The second and the third moments of an image can be defined so that they are robust against variables like rotation and scale. A number of these moments have been introduced in [42]. We have extracted the second invariant moment as a feature for the segmented region.

1. 8.

   Entropy of contour gradient

For extracting this feature, by using the Sobel operator, the gradient direction of the pixels on the segmented region’s boundary is determined. Then, by considering this gradient direction and Fig. 4, the histogram of gradient direction is obtained for the 8-neighbor case, and by 8 bins.

Fig. 4

The bins of gradient direction histogram for the case of 8 neighbors (each bin covers a total of 45º)

After establishing the gradient direction histogram, the entropy of contour gradient can be obtained from Eq. (12).
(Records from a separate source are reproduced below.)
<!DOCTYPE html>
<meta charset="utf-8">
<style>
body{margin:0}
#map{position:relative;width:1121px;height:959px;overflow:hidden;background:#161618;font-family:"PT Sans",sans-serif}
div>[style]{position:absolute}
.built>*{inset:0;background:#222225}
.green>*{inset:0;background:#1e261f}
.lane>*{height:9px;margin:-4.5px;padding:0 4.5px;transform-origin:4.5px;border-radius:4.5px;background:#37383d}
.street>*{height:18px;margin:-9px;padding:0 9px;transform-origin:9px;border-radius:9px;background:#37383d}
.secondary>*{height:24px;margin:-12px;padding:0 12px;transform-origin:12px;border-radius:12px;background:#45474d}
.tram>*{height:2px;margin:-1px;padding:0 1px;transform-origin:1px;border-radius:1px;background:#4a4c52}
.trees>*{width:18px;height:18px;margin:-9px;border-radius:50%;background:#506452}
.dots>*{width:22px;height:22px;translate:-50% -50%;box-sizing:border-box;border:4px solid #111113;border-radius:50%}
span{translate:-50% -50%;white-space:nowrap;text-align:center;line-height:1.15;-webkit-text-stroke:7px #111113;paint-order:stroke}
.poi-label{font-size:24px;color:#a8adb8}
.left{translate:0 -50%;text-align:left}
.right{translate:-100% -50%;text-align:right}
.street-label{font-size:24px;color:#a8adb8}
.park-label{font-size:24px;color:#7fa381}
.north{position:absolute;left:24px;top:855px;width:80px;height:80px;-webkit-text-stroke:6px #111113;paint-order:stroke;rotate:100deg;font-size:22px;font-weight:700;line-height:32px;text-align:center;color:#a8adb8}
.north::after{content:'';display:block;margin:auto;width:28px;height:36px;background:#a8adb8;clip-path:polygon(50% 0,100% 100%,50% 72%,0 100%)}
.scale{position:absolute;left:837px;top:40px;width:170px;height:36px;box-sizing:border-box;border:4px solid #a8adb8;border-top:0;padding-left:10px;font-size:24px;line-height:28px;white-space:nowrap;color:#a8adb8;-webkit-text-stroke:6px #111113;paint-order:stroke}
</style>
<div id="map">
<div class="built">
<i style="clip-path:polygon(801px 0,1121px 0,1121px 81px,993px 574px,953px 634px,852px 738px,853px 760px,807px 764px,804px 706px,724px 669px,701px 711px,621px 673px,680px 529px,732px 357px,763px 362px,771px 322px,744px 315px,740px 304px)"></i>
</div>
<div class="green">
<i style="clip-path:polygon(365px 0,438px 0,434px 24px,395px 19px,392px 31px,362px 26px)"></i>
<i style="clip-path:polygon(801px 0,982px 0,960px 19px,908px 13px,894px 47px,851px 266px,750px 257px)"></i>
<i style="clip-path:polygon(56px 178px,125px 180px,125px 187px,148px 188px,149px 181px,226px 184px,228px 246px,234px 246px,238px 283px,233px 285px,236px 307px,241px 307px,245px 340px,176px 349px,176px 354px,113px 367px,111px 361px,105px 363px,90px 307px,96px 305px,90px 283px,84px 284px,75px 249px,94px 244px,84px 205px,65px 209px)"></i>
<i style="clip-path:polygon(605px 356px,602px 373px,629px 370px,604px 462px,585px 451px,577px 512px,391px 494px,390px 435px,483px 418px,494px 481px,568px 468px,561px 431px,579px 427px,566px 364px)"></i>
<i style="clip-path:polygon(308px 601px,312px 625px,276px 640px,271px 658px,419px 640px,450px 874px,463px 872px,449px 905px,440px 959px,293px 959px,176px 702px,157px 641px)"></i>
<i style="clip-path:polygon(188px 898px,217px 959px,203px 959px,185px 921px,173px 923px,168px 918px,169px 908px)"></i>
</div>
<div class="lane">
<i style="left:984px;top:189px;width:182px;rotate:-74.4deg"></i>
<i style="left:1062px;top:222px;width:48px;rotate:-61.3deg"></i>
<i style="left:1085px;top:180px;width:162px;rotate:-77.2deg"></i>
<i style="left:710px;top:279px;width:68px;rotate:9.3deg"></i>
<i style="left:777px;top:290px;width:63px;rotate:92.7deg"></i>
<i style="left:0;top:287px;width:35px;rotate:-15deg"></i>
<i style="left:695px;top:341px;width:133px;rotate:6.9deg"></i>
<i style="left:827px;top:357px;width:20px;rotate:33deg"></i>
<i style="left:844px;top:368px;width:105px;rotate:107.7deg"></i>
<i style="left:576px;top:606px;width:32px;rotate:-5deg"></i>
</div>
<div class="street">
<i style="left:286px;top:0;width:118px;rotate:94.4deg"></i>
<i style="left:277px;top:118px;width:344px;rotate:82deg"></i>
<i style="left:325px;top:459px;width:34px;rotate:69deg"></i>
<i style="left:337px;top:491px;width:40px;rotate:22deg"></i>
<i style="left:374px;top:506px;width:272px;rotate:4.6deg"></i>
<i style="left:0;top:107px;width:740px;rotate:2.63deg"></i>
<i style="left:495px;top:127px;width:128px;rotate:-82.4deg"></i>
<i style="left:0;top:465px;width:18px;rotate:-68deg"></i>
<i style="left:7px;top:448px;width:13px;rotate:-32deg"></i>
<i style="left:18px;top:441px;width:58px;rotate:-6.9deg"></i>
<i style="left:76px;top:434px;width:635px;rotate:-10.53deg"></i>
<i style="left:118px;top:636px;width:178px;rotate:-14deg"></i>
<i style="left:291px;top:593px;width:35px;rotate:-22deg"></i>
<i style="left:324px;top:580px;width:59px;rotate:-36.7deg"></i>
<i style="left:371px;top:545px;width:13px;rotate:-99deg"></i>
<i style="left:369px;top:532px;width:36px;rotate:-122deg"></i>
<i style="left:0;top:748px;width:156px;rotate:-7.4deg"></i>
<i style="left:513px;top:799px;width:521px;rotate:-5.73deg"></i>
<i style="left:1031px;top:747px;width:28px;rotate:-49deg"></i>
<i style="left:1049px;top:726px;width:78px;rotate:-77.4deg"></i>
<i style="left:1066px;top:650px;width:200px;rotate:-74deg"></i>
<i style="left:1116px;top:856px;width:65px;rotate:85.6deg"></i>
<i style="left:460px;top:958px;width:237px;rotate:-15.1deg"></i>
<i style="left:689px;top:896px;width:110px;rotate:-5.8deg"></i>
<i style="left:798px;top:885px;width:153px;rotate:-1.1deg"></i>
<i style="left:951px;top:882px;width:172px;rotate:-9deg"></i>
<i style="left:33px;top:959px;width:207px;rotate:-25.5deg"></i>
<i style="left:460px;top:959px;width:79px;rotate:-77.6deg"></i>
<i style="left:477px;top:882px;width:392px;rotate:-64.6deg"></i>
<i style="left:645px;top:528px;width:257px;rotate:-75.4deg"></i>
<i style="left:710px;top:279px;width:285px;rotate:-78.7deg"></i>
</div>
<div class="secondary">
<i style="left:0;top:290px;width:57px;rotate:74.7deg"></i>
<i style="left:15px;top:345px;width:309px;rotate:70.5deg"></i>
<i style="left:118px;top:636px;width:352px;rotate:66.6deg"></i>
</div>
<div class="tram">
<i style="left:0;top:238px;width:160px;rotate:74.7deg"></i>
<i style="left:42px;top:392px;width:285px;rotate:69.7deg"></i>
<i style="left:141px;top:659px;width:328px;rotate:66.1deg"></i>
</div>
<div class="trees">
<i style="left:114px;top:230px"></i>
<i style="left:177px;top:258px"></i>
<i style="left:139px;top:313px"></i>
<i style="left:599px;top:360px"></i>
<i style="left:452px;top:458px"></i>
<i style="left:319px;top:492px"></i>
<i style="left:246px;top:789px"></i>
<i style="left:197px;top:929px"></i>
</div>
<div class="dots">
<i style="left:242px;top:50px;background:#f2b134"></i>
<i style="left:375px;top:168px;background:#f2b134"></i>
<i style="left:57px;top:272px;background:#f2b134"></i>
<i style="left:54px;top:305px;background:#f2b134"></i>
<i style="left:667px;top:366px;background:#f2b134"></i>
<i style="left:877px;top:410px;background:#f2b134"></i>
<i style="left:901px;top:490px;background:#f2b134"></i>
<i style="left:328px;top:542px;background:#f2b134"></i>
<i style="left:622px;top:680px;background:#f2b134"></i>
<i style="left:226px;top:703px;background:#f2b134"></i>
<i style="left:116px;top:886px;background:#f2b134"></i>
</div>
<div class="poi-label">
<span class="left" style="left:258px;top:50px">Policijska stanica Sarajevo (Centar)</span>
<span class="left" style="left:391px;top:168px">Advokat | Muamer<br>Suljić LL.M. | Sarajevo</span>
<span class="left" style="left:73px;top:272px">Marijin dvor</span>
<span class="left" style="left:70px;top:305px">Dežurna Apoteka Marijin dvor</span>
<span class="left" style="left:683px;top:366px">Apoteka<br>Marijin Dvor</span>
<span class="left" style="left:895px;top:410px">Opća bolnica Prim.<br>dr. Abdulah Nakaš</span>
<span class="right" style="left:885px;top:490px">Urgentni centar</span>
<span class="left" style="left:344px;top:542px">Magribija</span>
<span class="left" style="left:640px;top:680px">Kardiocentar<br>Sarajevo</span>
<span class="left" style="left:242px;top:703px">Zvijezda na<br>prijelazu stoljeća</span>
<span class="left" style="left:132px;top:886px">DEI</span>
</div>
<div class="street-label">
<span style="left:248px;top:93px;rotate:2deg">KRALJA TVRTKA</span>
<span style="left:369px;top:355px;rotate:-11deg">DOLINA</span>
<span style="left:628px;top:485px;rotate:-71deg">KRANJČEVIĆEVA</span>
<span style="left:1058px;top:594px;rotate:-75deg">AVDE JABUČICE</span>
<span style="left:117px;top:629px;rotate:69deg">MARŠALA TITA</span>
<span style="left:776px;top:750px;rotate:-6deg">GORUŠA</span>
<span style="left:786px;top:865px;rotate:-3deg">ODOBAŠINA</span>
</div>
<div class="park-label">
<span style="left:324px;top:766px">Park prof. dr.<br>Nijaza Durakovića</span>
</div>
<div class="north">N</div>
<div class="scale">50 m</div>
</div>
$$ E = - \mathop \sum \limits_{i = 1}^{8} p_{i} { \log }\left( {p_{i} } \right) $$

(12)

where, p_i is the probability of finding an arbitrary pixel on the boundary with maximum fluctuations in the direction of histogram’s ith bin.

1. 9.

   Average brightness intensity

The mean brightness intensity of the segmented region is extracted as a feature.

1. 10.

   Standard deviation of brightness intensity

The standard deviation of the brightness intensities of the pixels within the segmented region is extracted as a feature.

1. 11.

   Features related to GLCM

The grey level co-occurrence matrix (GLCM) has been extensively used to describe the image textures. In order to extract the features associated with GLCM, the tumor tissue texture is extracted by using the bounding box method, and then the GLCM matrix is determined for this region. Subsequently, 14 features are extracted, which are definable from this matrix.

1. 12.

   Histogram of gradients

In this approach, which is the simplified method of the histogram of oriented gradients [43], the whole texture of the segmented region is extracted first by using the bounding box method, and the extracted image is considered as a cell. For this cell, a 9-bin histogram is obtained by considering the size and gradient direction of the existing pixels and these bins are used as features.